Statistical Methods

A/B Test Sample Size: The Complete Guide to MDE, Power, and Significance

Choosing the wrong sample size is the single most common reason A/B tests fail to produce actionable results. This guide explains the three statistical parameters that determine how many visitors your test requires.

Open the Calculator

The Three Parameters That Determine Sample Size

To accurately design an A/B test, practitioners must master the interplay between three critical inputs: Confidence Level (significance), Power, and Expected Lift (also commonly called the Minimum Detectable Effect, or MDE). These three values form the mathematical foundation for calculating the required sample size of any experiment. Set them carelessly, and your results (positive or negative) are statistically untrustworthy.

Parameter 01
Confidence Level (Significance / Type I Error)
α / Alpha

The confidence level represents the predetermined probability of not rejecting the null hypothesis when it is actually true. Its inverse, the significance level (α), is the probability of a false positive: the statistical engine declares a winning variation when, in reality, the treatment provides no true benefit over the control. This is known as a Type I error.

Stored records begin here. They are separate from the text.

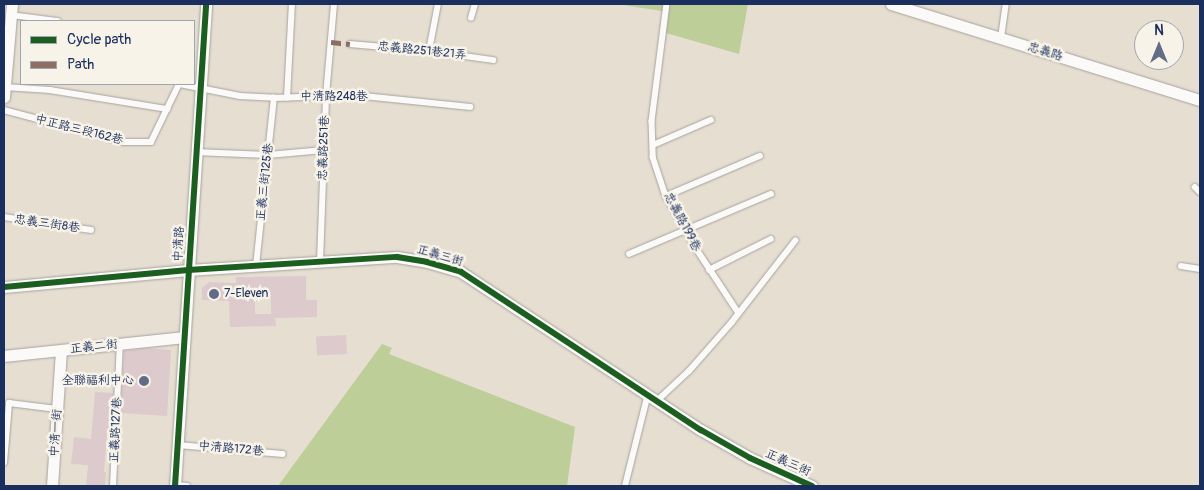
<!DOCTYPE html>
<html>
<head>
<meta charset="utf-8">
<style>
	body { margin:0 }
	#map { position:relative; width:1204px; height:490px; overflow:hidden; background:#e6ded0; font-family:Pangolin,"LXGW WenKai TC",sans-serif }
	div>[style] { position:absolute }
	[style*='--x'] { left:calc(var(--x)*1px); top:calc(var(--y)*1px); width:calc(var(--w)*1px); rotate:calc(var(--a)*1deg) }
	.green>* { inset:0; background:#bdce98 }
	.building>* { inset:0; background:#ddcacd; transform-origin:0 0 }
	.roads { filter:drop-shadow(0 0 1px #a5a3a0) drop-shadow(0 0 1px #a5a3a0) }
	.service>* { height:5.5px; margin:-2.75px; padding:0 2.75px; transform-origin:2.75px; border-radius:2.75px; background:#fbfaf8 }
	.minor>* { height:11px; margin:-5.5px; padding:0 5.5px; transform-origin:5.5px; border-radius:5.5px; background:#fbfaf8 }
	.quiet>* { height:5px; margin-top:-2.5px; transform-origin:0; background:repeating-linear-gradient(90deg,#8d6e63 0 10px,transparent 0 15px) }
	.cycleway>* { height:6px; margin:-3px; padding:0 3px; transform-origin:3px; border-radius:3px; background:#1b5e20 }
	.dots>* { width:14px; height:14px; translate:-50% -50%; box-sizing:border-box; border:2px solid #f7f3e8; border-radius:50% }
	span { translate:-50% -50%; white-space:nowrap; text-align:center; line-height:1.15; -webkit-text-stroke:5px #f7f3e8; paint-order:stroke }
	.street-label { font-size:12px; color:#1b2f5e }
	.poi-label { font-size:12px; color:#1b2f5e }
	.left { translate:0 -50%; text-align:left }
	.right { translate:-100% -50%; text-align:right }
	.frame { position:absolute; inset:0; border:5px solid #1b2f5e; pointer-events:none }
	.legend { position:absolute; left:20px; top:20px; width:175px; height:65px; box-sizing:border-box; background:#f7f3e8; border:1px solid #9fa5b1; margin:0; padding:6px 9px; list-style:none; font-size:15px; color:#1b2f5e }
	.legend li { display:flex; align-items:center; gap:10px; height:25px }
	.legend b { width:25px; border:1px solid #9fa5b1 }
	.north { position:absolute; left:1134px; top:20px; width:50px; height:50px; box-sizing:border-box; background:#f7f3e8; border:1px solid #9fa5b1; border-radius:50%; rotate:0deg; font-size:14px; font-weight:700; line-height:20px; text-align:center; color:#1b2f5e }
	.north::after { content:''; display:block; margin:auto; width:18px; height:22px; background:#626c86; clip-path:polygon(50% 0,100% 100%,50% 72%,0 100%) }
</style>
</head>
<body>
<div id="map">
	<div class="green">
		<i style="clip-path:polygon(617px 4px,748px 4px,739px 54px,666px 33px,668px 12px)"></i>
		<i style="clip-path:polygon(382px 344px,392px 348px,389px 354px,575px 427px,567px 486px,278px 486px)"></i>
	</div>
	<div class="building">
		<i style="clip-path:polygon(evenodd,306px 276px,306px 300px,317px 300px,317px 317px,275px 318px,276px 326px,230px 327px,229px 301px,202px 300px,202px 288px,209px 282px,236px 283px,236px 277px,306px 276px,255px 294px,271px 294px,271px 314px,255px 314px,255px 294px)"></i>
		<i style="left:346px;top:335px;width:19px;height:30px;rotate:87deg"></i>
		<i style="clip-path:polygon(147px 348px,171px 350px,167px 416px,121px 413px,124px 351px)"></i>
		<i style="clip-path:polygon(95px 392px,113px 393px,110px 432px,107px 432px,104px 472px,106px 472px,105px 486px,86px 486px,88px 465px,71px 464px,74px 437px,91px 439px)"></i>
	</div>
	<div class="roads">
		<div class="service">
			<i style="--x:667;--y:4;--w:118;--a:97.3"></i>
			<i style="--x:652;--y:121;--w:36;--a:88"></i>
			<i style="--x:653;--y:157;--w:41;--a:71.6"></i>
			<i style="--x:666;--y:196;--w:60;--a:60"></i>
			<i style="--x:696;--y:248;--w:77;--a:56.7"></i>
			<i style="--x:11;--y:15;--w:47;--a:7.3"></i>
			<i style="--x:471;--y:18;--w:15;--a:-74"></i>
			<i style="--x:1001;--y:38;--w:34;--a:-82"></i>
			<i style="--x:350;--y:44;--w:79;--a:5.1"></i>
			<i style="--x:429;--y:51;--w:65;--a:8"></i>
			<i style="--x:429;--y:51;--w:48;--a:-79.2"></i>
			<i style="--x:180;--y:84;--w:61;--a:11.3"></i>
			<i style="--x:240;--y:96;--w:34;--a:3"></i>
			<i style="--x:274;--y:98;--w:80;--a:-2.1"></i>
			<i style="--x:354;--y:95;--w:117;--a:5.9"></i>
			<i style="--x:5;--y:87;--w:45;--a:3.8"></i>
			<i style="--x:50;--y:90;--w:119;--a:9.2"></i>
			<i style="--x:287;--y:98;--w:94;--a:-87"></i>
			<i style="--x:4;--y:110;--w:124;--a:14.9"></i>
			<i style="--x:124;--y:142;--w:27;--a:0"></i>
			<i style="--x:151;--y:142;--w:64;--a:-64.2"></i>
			<i style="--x:653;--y:145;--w:63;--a:-23.3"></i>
			<i style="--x:195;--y:152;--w:73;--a:2.4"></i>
			<i style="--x:268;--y:155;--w:56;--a:-5.1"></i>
			<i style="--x:1195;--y:187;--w:7;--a:45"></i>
			<i style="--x:666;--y:196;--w:102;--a:-23.1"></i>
			<i style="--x:4;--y:217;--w:88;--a:8.5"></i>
			<i style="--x:629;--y:254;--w:154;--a:-22.9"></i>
			<i style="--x:320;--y:262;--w:166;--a:-87.9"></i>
			<i style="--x:326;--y:96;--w:92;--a:-85"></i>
			<i style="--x:256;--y:266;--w:169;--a:-83.9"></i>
			<i style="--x:1181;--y:266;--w:19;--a:9"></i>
			<i style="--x:709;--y:270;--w:69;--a:-26.6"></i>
			<i style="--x:658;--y:400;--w:42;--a:-43.1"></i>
			<i style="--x:689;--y:371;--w:65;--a:-48.7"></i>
			<i style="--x:732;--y:322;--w:103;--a:-52.1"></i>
			<i style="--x:178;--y:445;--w:105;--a:4.9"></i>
			<i style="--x:4;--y:463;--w:60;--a:-85.2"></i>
			<i style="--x:9;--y:403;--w:48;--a:7.1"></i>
			<i style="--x:176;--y:485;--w:11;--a:5"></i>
			<i style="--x:113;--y:486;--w:142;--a:-87.2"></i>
			<i style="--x:625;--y:486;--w:95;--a:-76"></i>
		</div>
		<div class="minor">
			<i style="--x:891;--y:4;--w:324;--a:17.3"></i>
			<i style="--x:4;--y:97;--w:93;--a:-85.1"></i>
			<i style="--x:4;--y:287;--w:185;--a:-5.3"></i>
			<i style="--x:188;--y:270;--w:209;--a:-3.6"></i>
			<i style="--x:397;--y:257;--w:30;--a:9"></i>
			<i style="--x:427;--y:262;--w:35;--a:16"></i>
			<i style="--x:461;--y:272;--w:287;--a:33.4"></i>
			<i style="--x:701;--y:430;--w:56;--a:29.7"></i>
			<i style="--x:750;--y:458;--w:68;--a:24.3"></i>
			<i style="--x:4;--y:356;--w:181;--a:-6"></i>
			<i style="--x:52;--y:486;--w:136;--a:-86.2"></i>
			<i style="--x:175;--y:486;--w:483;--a:-86.3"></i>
		</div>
	</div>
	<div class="quiet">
		<i style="--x:331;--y:42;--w:19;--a:6"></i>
	</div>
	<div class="cycleway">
		<i style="--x:4;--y:287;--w:185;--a:-5.3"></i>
		<i style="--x:188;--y:270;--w:209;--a:-3.6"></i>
		<i style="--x:397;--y:257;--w:30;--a:9"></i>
		<i style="--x:427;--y:262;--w:35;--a:16"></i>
		<i style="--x:461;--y:272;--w:287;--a:33.4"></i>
		<i style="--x:701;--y:430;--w:56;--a:29.7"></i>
		<i style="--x:750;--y:458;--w:68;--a:24.3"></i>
		<i style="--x:175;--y:486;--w:483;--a:-86.3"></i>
	</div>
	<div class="dots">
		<i style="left:214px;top:294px;background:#626c86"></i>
		<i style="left:144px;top:381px;background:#626c86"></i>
	</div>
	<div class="street-label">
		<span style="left:422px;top:51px;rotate:6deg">忠義路251巷21弄</span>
		<span style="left:1045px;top:52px;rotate:17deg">忠義路</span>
		<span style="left:334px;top:97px">中清路248巷</span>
		<span style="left:79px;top:130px;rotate:14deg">中正路三段162巷</span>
		<span style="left:324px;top:148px;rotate:-88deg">忠義路251巷</span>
		<span style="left:265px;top:182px;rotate:-84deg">正義三街125巷</span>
		<span style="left:682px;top:222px;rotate:62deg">忠義路199巷</span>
		<span style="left:47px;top:224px;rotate:8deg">忠義三街8巷</span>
		<span style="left:179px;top:244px;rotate:-87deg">中清路</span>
		<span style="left:440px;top:256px;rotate:16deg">正義三街</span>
		<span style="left:94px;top:347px;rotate:-6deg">正義二街</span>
		<span style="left:116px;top:430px;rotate:-87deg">正義路127巷</span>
		<span style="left:56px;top:433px;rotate:-86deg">中清一街</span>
		<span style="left:231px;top:449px;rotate:5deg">中清路172巷</span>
		<span style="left:788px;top:463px;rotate:24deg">正義三街</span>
	</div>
	<div class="poi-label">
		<span class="left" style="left:224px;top:294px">7-Eleven</span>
		<span class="right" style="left:134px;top:381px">全聯福利中心</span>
	</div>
	<div class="frame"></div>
	<ul class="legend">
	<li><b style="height:6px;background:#1b5e20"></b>Cycle path</li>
	<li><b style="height:6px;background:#8d6e63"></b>Path</li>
	</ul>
	<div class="north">N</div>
</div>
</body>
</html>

By default, the industry standard is α = 0.05, meaning the organization accepts a 5% baseline risk of deploying a false positive. In the ABTestPro calculator, this corresponds to a Confidence setting of 95%, while 90% is often used for lower-risk changes. The critical value associated with this threshold is denoted Zₐ.

Parameter 02
Statistical Power (Type II Error)
1 − β / Beta

Power is the probability of correctly rejecting the null hypothesis when a true effect actually exists. Its inverse, the Type II error rate (β), is the probability of a false negative, meaning the test fails to detect a genuinely winning variation, leaving potential revenue on the table. A test with low statistical power has a high probability of committing a Type II error.


Power is typically set at 80% (β = 0.20), establishing a 20% risk of a false negative. The critical value associated with statistical power is denoted Zₑ. Higher power requires a larger sample size; the tradeoff is test duration.

Parameter 03
Expected Lift (Minimum Detectable Effect)
MDE / δ (Delta)

The Expected Lift (also widely referred to in the literature as the Minimum Detectable Effect, or MDE) is the smallest change in the primary metric that the experiment is calibrated to detect reliably. In ABTestPro, this is entered as the percentage change you want to detect between control and treatment.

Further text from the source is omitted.